Your answer should be every line below that includes the word "Build".

(Dataset items)
============================================================

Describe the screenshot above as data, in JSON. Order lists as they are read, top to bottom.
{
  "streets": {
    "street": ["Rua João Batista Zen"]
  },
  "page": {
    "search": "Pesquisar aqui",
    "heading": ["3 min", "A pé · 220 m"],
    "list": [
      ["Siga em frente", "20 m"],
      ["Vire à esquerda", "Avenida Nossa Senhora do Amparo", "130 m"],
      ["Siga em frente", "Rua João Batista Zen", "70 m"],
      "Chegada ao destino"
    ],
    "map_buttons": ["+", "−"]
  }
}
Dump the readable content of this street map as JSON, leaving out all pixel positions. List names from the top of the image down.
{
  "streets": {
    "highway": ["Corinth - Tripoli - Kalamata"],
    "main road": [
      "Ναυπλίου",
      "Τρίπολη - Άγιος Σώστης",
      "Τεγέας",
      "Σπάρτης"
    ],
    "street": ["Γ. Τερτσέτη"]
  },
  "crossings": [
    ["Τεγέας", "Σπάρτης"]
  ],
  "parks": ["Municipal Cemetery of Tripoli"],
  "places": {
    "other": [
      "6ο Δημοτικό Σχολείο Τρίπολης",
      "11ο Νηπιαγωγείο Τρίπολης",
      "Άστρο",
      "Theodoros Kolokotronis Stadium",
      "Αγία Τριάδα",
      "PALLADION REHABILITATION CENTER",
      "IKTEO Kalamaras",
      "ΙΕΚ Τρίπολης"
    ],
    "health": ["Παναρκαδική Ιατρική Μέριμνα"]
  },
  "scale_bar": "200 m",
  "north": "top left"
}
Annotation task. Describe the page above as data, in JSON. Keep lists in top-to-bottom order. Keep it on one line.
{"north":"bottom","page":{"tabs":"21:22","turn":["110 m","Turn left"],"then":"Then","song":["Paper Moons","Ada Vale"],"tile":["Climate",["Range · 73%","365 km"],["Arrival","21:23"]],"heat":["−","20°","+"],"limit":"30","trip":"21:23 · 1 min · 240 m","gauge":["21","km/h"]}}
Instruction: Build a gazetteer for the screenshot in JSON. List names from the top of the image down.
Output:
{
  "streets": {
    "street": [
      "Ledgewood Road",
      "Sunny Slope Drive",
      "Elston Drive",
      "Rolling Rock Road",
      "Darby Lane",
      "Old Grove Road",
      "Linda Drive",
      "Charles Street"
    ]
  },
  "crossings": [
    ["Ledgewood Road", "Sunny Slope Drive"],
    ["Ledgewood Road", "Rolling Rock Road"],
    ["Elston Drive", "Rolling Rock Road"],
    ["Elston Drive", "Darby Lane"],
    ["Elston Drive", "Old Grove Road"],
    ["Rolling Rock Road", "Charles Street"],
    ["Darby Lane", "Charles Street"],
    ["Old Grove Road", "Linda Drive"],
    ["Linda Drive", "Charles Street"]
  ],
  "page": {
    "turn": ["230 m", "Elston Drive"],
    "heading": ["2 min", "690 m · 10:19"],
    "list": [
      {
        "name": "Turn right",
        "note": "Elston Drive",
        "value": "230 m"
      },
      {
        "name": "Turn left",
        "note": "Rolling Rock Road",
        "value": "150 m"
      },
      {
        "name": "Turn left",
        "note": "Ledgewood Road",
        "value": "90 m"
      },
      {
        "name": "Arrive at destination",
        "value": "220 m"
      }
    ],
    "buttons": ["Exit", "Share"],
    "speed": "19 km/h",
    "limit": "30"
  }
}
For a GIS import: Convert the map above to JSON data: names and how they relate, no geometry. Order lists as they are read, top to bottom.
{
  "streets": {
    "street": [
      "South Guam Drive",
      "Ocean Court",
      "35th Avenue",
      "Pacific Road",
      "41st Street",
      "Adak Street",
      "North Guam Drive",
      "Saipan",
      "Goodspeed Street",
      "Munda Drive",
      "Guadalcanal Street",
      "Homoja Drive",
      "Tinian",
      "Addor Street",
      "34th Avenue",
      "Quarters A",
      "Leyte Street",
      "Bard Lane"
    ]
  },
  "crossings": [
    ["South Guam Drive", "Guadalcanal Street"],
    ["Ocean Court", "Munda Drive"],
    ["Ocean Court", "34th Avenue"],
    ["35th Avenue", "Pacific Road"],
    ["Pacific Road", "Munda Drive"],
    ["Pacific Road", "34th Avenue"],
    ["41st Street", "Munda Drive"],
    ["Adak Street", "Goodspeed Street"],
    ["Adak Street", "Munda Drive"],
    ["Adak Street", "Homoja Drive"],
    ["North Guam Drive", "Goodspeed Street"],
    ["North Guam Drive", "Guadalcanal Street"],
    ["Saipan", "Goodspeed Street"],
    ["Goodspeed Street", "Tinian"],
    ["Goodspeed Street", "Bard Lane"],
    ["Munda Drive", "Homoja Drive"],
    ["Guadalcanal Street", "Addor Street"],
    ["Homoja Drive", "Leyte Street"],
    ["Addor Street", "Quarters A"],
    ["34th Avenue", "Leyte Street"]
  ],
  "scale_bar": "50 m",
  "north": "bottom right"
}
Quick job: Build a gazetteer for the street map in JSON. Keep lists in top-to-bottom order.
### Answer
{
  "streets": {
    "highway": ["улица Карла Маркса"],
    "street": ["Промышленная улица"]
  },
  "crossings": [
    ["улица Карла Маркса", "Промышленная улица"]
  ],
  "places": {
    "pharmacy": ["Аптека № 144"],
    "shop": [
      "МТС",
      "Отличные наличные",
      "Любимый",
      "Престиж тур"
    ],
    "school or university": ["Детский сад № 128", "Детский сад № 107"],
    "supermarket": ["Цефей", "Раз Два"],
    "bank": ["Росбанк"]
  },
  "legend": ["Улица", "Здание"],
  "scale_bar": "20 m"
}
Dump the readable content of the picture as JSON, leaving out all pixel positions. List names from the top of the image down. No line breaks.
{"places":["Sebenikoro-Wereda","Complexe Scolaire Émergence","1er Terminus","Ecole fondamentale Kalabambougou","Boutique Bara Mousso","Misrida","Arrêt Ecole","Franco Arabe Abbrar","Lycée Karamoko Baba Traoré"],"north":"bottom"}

============================================================

Answer section —
Instruction: Build a gazetteer for the screenshot in JSON. List names from the top of the image down.
Quick job: Build a gazetteer for the street map in JSON. Keep lists in top-to-bottom order.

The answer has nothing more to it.